Paz y Reconciliación
Veamos con el Corazón: Papa León
El Papa León reitera que “no todo es utilidad. No todo es fama. No todo es rendimiento, rentabilidad o acumulación de miles de «me gusta». Y no todo puede medirse según criterios de eficiencia”.
La visita a España ha sido la más importante e intensa en el corto tiempo de León XIV como líder de todos loscatólicos. Le falta el sentido del humor de Francisco, la profundidad teológica de Benedicto y el carisma de Juan Pablo II.
El agustino está aprendiendo a ser Papa. En este viaje a España se vio sencillo, sincero, cercano, claro y profundo en su mensaje. Está desarrollando un estilo propio. Hay mensajes del viaje del Papa a España que vale la pena atesorar:
En el Congreso de los Diputados, el Papa planteó que si la vida deja de ser reconocida como un valor fundamental: ¿Puede llamarse plenamente justa una comunidad que deja en la sombra al niño aún no nacido, al anciano, al enfermo, a quien sufre en silencio o a quien depende enteramente del cuidado de los demás?”
Agregó: La defensa de la vida humana es una medida de civilización. “Toda vida humana debe ser reconocida y custodiada desde su concepción hasta su ocaso natural, en cada circunstancia de su existencia. Cuando esta certeza se oscurece, los más vulnerables son las primeras víctimas y la ley pierde su significado más profundo: servir y proteger a cada persona. La grandeza moral de una nación se manifiesta en su capacidad de acompañar, proteger y amar aquellas vidas que atraviesan mayor fragilidad”.
En la inauguración de la Torre de Jesucristo, en la Basílica de la Sagrada Familia de Barcelona, León XIV hizo un fuerte llamado: “no podemos creer en Jesús y promover la guerra. No podemos creer en Jesús y matar al inocente incluso antes de que nazca. No podemos creer en Jesús y abandonar a quien sufre, a quien llora, a quien huye de la miseria”.
El Pontífice destacó la belleza del templo “que nos anima a aprender cada vez más de nuestro Maestro y Señor el arte de vivir según su Evangelio. Mientras alzamos la mirada hacia Él, el Crucificado Resucitado, comprometámonos a levantar el rostro de quienes yacen en el polvo. Y demostremos así que la Sagrada Familia es la iglesia más alta del mundo, no para destacar en clasificaciones mundanas, sino para guiar los pasos del pueblo de Dios que peregrina en España, con la cruz que ilumina el camino, como una lámpara encendida en la espera del regreso del Esposo”.

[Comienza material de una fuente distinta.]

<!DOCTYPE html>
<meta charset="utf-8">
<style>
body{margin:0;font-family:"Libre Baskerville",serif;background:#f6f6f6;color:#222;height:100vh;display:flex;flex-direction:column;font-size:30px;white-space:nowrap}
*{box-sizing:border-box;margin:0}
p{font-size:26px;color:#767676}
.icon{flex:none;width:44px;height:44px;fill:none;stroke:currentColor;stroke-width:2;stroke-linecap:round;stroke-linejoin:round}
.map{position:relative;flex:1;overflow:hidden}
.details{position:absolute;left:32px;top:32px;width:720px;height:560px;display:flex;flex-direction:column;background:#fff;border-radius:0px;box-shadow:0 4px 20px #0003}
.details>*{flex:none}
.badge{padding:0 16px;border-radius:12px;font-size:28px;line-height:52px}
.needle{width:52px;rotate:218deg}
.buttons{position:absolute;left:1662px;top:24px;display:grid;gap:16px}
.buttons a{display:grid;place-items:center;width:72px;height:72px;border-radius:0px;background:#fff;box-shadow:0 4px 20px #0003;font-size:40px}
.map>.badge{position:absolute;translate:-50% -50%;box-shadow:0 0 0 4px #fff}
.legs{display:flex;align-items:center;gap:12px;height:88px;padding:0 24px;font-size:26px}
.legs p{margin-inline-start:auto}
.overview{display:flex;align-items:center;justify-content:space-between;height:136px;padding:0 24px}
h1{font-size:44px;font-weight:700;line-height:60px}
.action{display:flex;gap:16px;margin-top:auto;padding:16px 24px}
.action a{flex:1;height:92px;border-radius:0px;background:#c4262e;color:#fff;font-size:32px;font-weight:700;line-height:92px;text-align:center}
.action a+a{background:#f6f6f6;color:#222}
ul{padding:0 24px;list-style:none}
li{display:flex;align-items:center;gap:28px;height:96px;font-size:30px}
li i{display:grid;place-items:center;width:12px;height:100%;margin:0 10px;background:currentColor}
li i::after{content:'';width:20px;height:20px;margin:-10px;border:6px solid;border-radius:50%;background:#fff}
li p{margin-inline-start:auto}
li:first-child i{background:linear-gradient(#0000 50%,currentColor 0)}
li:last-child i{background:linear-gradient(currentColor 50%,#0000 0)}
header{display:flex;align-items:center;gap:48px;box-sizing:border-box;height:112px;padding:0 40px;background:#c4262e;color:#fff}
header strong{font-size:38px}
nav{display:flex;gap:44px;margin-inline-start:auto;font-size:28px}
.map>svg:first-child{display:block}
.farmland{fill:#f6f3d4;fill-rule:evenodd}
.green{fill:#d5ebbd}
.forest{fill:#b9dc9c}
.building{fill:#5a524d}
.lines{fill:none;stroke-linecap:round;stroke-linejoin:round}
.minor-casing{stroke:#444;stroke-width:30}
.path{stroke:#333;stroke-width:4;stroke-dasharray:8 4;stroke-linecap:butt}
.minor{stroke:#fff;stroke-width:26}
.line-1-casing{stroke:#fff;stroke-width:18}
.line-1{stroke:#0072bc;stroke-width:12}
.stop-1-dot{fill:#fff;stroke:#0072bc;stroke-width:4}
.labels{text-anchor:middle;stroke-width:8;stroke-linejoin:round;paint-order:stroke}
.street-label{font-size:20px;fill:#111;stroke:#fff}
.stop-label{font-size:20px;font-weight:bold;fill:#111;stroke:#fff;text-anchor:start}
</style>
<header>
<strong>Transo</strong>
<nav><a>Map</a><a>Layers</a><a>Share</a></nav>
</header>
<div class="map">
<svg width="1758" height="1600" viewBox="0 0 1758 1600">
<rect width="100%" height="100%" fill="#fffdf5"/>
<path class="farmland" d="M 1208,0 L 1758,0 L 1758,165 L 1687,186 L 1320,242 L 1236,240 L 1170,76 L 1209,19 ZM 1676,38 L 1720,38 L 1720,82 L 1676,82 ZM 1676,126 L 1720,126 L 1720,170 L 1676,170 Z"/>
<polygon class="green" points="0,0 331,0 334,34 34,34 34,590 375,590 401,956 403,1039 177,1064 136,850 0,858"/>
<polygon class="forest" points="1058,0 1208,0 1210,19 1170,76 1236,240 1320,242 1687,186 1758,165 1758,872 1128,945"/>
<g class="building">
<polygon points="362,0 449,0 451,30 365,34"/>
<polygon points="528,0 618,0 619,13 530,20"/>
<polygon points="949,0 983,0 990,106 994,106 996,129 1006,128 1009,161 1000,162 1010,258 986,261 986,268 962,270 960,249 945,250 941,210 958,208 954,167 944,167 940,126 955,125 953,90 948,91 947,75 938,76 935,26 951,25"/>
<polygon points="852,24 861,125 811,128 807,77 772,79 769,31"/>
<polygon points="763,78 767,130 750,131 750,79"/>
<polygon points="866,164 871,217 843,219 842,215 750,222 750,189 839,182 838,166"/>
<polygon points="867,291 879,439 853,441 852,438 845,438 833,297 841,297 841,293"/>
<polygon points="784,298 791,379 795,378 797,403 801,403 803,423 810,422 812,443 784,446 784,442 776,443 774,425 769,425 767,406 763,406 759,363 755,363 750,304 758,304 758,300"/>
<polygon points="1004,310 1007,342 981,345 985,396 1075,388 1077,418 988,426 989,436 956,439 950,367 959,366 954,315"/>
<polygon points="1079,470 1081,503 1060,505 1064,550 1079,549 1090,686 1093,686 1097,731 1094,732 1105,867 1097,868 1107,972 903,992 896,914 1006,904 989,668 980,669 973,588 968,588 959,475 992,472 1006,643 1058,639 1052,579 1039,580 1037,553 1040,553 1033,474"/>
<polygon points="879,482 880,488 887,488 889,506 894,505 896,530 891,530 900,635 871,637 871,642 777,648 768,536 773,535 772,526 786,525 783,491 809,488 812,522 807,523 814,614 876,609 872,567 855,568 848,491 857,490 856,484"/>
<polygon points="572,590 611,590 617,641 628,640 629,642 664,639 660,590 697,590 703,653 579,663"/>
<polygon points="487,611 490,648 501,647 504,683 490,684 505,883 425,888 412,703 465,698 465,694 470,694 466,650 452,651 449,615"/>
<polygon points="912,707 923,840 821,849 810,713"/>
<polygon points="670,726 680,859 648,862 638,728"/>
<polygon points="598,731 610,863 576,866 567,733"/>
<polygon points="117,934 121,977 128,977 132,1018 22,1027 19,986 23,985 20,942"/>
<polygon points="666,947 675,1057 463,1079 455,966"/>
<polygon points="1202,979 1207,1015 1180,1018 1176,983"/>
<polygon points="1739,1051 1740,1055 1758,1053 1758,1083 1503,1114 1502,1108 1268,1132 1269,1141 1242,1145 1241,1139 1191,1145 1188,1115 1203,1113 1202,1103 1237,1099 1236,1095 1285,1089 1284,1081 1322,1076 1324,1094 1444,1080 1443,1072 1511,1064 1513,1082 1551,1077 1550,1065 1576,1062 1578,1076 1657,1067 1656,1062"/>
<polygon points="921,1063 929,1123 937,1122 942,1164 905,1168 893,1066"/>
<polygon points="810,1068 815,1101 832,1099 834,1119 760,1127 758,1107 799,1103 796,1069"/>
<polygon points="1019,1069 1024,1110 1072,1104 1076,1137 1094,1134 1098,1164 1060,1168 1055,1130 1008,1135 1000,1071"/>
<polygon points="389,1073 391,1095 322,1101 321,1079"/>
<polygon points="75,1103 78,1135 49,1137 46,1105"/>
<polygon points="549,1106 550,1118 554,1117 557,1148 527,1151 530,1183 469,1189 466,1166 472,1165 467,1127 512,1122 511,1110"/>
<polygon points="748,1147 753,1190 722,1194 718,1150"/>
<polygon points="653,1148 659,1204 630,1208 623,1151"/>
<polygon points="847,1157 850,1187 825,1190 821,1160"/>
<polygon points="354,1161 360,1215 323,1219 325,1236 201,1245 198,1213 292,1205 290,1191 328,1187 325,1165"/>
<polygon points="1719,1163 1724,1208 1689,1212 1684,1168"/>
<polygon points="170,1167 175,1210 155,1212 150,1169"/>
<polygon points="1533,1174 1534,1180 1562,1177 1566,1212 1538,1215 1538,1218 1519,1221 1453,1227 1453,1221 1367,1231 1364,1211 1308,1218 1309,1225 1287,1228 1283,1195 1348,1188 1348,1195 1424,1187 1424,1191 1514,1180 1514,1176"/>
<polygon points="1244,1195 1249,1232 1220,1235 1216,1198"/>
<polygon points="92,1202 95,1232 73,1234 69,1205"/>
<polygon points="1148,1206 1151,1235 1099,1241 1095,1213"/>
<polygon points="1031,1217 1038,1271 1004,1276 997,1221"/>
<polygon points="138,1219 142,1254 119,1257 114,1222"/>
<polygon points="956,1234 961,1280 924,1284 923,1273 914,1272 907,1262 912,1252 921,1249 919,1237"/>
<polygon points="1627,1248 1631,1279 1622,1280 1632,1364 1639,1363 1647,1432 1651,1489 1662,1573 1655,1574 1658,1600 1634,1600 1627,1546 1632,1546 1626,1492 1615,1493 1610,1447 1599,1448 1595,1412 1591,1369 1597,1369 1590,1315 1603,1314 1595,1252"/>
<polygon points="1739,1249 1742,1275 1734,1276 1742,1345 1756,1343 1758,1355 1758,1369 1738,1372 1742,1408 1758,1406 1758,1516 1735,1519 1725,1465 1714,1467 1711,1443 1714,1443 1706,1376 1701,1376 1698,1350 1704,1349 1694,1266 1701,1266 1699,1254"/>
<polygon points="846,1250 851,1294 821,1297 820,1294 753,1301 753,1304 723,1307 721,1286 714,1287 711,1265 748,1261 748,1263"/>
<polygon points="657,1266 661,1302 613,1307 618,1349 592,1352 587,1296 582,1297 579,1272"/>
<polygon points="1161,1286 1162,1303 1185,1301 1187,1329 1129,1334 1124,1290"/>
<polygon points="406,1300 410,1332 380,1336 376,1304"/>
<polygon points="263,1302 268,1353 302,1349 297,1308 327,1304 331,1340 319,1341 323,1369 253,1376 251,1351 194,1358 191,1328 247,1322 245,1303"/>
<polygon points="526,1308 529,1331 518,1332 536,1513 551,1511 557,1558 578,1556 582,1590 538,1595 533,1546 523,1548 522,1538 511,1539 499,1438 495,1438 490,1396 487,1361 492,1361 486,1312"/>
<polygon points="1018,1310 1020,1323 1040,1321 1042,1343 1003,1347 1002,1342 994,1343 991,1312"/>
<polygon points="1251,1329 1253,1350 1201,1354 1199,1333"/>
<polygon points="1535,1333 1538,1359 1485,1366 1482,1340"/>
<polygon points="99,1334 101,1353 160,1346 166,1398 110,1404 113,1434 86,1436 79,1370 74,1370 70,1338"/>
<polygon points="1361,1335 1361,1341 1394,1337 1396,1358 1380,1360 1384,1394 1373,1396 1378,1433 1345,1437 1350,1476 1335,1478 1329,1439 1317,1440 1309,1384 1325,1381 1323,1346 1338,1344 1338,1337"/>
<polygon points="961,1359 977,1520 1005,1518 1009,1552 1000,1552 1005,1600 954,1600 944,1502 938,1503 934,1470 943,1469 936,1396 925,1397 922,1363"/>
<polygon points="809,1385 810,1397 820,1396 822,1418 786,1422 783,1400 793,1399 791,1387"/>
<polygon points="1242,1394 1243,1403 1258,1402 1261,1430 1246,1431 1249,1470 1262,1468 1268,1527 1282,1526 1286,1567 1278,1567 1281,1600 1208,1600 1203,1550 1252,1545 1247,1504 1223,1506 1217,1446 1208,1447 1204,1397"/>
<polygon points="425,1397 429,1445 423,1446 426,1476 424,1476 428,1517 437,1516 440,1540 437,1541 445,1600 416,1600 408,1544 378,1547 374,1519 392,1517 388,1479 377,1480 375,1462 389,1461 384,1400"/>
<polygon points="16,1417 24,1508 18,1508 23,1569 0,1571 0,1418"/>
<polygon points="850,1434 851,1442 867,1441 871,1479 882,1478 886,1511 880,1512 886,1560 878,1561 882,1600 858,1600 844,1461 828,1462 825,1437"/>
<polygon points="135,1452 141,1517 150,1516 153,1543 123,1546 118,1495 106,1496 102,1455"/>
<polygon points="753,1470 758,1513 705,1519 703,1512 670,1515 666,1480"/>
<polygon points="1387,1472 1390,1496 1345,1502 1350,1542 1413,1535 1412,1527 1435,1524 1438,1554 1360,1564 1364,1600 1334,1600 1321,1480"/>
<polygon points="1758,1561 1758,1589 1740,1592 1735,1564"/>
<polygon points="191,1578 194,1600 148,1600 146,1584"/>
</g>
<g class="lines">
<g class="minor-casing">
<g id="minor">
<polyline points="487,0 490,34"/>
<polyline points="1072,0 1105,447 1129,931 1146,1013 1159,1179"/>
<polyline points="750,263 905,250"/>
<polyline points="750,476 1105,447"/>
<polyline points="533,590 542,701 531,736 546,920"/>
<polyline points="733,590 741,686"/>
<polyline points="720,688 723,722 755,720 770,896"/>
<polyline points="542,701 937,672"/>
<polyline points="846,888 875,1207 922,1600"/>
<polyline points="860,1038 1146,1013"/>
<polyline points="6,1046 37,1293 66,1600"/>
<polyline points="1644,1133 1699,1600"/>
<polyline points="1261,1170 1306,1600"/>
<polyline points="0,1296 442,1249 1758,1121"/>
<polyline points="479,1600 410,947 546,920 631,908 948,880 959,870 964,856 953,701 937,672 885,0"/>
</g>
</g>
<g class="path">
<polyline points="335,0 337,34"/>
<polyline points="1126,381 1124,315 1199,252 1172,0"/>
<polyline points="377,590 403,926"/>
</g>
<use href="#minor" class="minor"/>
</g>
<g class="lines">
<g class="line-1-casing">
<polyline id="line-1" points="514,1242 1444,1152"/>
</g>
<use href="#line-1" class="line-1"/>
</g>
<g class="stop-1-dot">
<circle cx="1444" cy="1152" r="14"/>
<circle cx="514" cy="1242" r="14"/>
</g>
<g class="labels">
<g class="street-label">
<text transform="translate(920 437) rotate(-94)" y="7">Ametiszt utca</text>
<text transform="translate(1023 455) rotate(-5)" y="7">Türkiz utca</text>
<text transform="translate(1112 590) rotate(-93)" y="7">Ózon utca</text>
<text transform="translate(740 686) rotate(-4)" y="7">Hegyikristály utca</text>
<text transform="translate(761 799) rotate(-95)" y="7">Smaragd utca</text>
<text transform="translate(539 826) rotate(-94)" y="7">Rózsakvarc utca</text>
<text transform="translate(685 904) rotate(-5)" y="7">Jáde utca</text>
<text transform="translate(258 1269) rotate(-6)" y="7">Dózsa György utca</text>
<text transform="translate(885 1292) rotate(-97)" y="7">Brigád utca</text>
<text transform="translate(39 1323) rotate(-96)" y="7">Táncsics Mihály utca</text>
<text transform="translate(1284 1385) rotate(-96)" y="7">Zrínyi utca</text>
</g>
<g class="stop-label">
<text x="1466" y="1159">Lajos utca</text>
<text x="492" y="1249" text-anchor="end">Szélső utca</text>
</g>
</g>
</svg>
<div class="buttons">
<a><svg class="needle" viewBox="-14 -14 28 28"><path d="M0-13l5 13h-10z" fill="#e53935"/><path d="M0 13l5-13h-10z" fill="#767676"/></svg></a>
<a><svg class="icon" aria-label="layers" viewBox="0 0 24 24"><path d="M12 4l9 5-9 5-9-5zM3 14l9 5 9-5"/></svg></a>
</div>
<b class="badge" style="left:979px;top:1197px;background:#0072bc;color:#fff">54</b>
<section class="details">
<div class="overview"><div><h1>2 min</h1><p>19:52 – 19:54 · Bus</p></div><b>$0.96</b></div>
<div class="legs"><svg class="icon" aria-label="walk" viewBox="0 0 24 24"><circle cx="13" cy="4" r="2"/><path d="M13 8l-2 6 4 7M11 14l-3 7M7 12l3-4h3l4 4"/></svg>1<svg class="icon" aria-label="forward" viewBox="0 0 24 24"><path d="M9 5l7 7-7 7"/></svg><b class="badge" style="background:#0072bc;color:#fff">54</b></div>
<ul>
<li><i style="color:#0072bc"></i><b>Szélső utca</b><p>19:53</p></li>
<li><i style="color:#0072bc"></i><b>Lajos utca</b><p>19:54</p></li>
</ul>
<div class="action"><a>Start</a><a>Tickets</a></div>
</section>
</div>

En Islas Canarias y ante dos mil voluntarios se escuchó que se han rescatado a 20 mil migrantes salvados del océano. León se conmovió con testimonios y dijo: que “la dignidad humana no pierde valor al cruzar una frontera” y denunció que la acogida del migrante no puede ser algo delegado únicamente a algunos voluntarios: “no podemos pasar de largo ante las pateras, ante la llegada de vidas heridas, despojadas de casi todo, pero nunca de su dignidad”.
El Papa lanzó un arreglo de flores con dos migrantes, un minuto de silencio, y luego un abrazo emotivo con ellos, con palabras susurradas al oído, para darles fuerzas, ánimos en el futuro que están construyendo.
El Papa León reitera que “no todo es utilidad. No todo es fama. No todo es rendimiento, rentabilidad o acumulación de miles de «me gusta». Y no todo puede medirse según criterios de eficiencia”.
León XIV recuerda al mundo que existen realidades esenciales que solo pueden comprenderse desde el corazón: la belleza, la amistad, la gratitud, la poesía, la fe, el arte, el sufrimiento compartido y el amor que se entrega sin esperar recompensa.